You’re still with me. How cool. All I have to offer is pocket change today, but it’s yours... all yours. Routine burns a hole in my pockets lately and I need to dig deep for the best use of my resources. I’m ready and able to work out with slam, but not always willing for a prearranged cram. Same tricks, different order, better input and outcome... a bit of spontaneity, Maestro, please... Let the show begin.
It’s Monday, anything goes. The body can use a dose of whatever I give it. I’m neither fresh, nor under-trained, nor overtrained, nor excited, nor apathetic. I’m me. I stand somewhere between the racks and stacks with straps and wraps in anticipation. Little drama, sufficient hope, usual wonder.... Let’s do it.
The first set is the toughest... causing the dominoes to fall with instinctive precision. This is what I did; this is what I was meant to do.

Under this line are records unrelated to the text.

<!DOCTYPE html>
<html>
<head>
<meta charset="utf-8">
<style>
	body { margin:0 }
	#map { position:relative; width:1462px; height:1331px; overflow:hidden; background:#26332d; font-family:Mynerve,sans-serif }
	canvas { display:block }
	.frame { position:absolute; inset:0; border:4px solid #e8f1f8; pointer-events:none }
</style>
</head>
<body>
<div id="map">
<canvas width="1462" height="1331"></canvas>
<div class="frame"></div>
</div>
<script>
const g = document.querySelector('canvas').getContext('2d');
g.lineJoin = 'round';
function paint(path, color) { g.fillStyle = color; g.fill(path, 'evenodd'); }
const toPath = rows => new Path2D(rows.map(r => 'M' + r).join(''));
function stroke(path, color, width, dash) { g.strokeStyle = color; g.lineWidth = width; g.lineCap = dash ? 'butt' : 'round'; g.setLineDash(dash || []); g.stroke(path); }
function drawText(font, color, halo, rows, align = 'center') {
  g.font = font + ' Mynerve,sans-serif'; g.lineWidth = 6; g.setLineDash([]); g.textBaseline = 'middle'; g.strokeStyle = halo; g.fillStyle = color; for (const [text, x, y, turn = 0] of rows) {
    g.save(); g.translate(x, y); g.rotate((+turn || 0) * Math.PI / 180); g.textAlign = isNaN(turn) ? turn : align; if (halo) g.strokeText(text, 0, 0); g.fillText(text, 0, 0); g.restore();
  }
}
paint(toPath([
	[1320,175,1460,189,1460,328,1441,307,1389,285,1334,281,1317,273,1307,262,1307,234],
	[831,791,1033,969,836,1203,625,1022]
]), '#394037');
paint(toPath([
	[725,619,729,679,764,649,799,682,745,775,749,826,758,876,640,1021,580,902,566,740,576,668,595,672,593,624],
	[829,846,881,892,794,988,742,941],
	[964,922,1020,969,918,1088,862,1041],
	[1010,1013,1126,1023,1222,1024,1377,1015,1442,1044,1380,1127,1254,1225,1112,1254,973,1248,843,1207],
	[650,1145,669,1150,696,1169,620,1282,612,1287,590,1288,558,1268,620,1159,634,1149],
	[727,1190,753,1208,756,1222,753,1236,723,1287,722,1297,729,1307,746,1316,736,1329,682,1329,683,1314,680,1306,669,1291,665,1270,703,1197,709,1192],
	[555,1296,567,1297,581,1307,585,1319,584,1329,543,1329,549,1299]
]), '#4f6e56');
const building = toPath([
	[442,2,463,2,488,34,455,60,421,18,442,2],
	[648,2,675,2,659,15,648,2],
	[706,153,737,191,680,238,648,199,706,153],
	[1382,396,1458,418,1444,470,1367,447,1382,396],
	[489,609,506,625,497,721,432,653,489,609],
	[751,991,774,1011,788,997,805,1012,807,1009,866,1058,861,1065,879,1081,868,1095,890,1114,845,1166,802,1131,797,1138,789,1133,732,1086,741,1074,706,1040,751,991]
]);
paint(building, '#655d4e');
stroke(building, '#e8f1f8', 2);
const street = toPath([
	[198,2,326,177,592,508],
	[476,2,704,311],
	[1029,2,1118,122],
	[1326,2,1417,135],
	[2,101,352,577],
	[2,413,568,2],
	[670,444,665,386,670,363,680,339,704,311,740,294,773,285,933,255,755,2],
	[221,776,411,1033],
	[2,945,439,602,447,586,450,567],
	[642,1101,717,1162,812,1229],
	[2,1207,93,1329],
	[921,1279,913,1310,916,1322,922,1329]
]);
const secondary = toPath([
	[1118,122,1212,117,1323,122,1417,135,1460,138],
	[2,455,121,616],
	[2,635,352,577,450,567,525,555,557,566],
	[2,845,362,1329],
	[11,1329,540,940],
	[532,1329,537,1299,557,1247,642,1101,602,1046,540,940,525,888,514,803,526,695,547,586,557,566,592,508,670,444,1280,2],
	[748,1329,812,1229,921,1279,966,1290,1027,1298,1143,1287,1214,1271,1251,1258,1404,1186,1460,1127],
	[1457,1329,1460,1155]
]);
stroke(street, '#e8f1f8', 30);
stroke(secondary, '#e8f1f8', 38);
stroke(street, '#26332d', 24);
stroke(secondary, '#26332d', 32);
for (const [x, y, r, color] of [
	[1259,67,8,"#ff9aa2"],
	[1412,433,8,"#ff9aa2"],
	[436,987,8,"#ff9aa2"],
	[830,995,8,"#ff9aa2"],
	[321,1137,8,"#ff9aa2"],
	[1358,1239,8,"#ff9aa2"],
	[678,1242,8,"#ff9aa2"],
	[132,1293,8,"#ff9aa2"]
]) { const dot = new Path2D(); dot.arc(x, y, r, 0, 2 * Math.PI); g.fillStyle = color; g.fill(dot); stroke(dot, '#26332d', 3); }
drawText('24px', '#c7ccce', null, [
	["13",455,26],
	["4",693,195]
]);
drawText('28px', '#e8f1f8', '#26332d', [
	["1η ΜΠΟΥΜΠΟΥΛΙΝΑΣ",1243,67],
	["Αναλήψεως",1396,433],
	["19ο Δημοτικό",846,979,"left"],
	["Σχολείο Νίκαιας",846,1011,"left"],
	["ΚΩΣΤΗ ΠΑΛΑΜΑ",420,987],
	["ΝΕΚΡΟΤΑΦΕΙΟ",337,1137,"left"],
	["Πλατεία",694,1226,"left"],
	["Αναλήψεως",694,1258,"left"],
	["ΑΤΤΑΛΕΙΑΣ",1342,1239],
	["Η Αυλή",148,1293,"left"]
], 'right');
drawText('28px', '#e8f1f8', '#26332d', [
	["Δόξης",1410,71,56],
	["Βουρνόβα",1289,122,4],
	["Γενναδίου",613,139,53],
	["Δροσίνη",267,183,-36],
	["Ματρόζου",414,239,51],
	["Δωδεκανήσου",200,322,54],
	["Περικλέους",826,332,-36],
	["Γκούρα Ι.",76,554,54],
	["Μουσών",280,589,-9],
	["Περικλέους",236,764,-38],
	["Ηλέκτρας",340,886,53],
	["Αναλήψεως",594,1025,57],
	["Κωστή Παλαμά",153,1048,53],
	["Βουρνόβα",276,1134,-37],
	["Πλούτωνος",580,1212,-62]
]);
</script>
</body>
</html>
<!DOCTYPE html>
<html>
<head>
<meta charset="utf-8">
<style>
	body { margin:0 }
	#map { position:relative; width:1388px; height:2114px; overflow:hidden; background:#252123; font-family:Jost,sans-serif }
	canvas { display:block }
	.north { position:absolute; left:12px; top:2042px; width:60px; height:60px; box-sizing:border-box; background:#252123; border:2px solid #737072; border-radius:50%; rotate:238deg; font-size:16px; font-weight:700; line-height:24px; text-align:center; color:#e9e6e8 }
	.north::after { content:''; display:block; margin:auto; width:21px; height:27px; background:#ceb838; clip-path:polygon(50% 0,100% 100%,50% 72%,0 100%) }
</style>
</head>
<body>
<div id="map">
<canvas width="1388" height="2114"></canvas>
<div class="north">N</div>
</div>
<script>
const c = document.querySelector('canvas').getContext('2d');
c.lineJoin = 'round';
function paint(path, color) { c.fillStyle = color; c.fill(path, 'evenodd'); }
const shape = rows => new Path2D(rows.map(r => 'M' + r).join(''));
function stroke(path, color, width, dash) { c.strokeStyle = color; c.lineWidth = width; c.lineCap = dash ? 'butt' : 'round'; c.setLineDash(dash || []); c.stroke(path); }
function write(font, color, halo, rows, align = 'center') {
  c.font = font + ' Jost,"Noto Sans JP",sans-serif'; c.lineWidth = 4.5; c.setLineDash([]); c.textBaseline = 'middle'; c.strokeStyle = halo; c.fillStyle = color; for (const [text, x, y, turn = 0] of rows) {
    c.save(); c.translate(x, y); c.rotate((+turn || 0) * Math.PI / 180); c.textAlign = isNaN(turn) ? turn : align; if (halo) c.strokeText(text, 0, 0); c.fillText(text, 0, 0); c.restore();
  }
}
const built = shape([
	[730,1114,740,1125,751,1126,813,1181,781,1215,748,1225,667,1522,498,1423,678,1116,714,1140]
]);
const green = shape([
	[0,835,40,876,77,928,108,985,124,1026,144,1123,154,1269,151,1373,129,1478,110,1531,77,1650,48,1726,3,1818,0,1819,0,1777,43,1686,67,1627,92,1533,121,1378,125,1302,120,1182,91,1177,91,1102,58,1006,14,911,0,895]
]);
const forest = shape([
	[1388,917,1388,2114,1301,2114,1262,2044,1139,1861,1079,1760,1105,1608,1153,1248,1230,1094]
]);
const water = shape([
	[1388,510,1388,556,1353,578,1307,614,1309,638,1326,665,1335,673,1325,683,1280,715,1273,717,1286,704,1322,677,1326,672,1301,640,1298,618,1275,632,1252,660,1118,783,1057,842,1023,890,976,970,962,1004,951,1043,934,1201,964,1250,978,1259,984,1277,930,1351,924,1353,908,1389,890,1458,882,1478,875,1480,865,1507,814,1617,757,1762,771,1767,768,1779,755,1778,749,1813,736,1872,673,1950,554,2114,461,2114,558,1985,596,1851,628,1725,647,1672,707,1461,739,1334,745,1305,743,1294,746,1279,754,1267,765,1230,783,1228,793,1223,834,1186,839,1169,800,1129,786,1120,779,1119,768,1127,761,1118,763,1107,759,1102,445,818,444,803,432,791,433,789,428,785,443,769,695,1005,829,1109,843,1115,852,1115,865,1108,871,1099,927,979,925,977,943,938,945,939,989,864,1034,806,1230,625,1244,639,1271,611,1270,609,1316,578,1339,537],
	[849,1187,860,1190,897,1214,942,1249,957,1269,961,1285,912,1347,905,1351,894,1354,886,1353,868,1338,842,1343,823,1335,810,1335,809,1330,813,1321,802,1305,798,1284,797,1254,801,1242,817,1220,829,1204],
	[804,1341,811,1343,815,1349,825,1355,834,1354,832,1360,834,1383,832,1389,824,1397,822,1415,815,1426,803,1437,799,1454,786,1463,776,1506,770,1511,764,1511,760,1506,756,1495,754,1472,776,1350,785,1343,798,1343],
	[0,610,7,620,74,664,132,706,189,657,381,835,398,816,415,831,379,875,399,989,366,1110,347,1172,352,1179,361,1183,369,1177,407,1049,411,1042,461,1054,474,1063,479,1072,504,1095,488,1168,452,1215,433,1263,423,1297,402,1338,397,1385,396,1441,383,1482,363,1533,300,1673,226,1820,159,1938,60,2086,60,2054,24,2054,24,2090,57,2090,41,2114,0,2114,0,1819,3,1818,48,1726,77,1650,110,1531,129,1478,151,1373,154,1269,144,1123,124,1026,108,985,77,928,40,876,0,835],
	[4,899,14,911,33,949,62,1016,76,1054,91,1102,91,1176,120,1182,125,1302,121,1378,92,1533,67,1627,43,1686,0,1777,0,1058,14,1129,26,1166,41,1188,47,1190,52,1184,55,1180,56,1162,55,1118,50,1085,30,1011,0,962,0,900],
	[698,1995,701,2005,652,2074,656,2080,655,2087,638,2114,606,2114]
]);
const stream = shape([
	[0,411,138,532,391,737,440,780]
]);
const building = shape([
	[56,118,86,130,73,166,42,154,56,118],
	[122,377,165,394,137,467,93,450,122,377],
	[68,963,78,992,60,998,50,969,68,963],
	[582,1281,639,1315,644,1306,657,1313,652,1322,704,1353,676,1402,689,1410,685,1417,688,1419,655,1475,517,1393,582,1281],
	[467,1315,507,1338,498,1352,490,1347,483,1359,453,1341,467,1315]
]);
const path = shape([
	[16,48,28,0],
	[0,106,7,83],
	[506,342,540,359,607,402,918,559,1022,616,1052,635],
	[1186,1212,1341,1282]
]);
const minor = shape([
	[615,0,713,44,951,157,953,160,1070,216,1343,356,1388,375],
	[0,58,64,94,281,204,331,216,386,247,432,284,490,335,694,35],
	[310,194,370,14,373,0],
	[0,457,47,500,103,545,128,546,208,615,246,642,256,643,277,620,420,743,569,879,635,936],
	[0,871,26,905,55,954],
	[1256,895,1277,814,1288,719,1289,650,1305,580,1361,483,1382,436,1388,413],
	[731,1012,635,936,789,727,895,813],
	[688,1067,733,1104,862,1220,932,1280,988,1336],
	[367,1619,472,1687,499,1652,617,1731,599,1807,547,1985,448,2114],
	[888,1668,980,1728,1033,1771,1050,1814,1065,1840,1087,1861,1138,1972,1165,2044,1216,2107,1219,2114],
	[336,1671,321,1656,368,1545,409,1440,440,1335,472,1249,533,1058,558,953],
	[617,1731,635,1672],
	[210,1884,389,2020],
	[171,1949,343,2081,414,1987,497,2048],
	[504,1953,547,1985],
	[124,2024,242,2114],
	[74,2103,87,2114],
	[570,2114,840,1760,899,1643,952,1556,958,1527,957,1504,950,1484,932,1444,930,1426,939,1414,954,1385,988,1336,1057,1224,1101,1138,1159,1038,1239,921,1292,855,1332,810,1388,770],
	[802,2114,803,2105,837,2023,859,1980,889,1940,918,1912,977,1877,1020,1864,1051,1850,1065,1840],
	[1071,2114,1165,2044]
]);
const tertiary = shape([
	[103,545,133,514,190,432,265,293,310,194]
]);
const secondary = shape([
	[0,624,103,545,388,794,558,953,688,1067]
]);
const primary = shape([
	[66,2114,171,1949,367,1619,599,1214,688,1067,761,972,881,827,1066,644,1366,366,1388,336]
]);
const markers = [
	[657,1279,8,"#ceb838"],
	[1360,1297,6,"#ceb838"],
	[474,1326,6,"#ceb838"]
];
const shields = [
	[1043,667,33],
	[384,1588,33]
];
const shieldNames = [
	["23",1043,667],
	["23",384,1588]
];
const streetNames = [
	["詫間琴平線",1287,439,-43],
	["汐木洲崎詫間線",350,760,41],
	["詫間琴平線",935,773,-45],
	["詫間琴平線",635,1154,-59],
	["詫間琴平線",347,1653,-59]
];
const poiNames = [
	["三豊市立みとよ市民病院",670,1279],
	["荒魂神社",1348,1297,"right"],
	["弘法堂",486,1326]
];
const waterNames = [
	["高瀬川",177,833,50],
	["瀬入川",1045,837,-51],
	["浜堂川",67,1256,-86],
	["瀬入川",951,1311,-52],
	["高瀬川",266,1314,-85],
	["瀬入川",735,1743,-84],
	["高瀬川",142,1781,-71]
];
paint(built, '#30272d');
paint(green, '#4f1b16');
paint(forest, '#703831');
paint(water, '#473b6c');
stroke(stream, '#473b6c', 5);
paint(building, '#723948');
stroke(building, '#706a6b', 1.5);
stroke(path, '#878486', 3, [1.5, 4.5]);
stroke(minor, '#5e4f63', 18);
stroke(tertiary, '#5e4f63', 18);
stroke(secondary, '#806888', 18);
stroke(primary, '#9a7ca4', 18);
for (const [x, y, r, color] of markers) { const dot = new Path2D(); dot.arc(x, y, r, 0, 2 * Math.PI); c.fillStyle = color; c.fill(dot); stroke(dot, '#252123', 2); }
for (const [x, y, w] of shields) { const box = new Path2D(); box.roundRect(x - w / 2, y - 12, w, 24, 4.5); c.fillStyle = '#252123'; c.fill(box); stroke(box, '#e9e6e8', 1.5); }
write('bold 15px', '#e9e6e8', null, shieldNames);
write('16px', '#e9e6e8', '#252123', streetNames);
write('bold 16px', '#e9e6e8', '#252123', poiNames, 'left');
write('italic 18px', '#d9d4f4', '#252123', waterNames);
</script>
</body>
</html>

Legs get the tail end of my attention since my rendezvous with the men in white wielding scalpels nearly a year ago (you said it, time flies... like a rock). They’re due (the legs, not the doctors) for their five sets of twenty reps of leg presses supersetted with standing calf raises. No, not squats, but they’ll do... hobbling beggars can’t be choosy. Still, I work hard and the movements feel good and they knock me out. I’ll hit extensions and curls in two or three days to keep the pins tight and conditioned. No, not squats, but yada yada...
Laboring through my supersets it becomes noticeable my entire back needs powerful action (it feels hollow) and my arms are yearning to tug (their pet activity). Seated lat rows supersetted with straight arm pullovers solves that problem and satisfies that need: five supersets of 10, 8 and 6 reps, increasing the weight as I go. Lower back, mid back, lat width and length, and biceps and core muscles are blasted.
Hmmm. Thinking. I could use some pec work, but prefer to do some deltoid work, as long as it’s not pressing. Pressing is for the birds at this particular moment. I have come to enjoy and appreciate the one-arm lateral raise to the side while grasping a stabilizing upright. Battle wounds prevent standard sidearm laterals, yet one side at a time enables the needed body positioning and focus and finesse to accomplish the favorite musclebuilding deed. Five sets at 10, 8 and 6 reps. At 65 I want capped deltoids. Call me crazy.
Three sets of 35 standing rope tucks a la draper (for gut and such) and I’m outta there. Drank my Bomber Blend in the jet on the way home... Yum... I could feel myself growing.
Adios, farewell, see ya later and sayonara.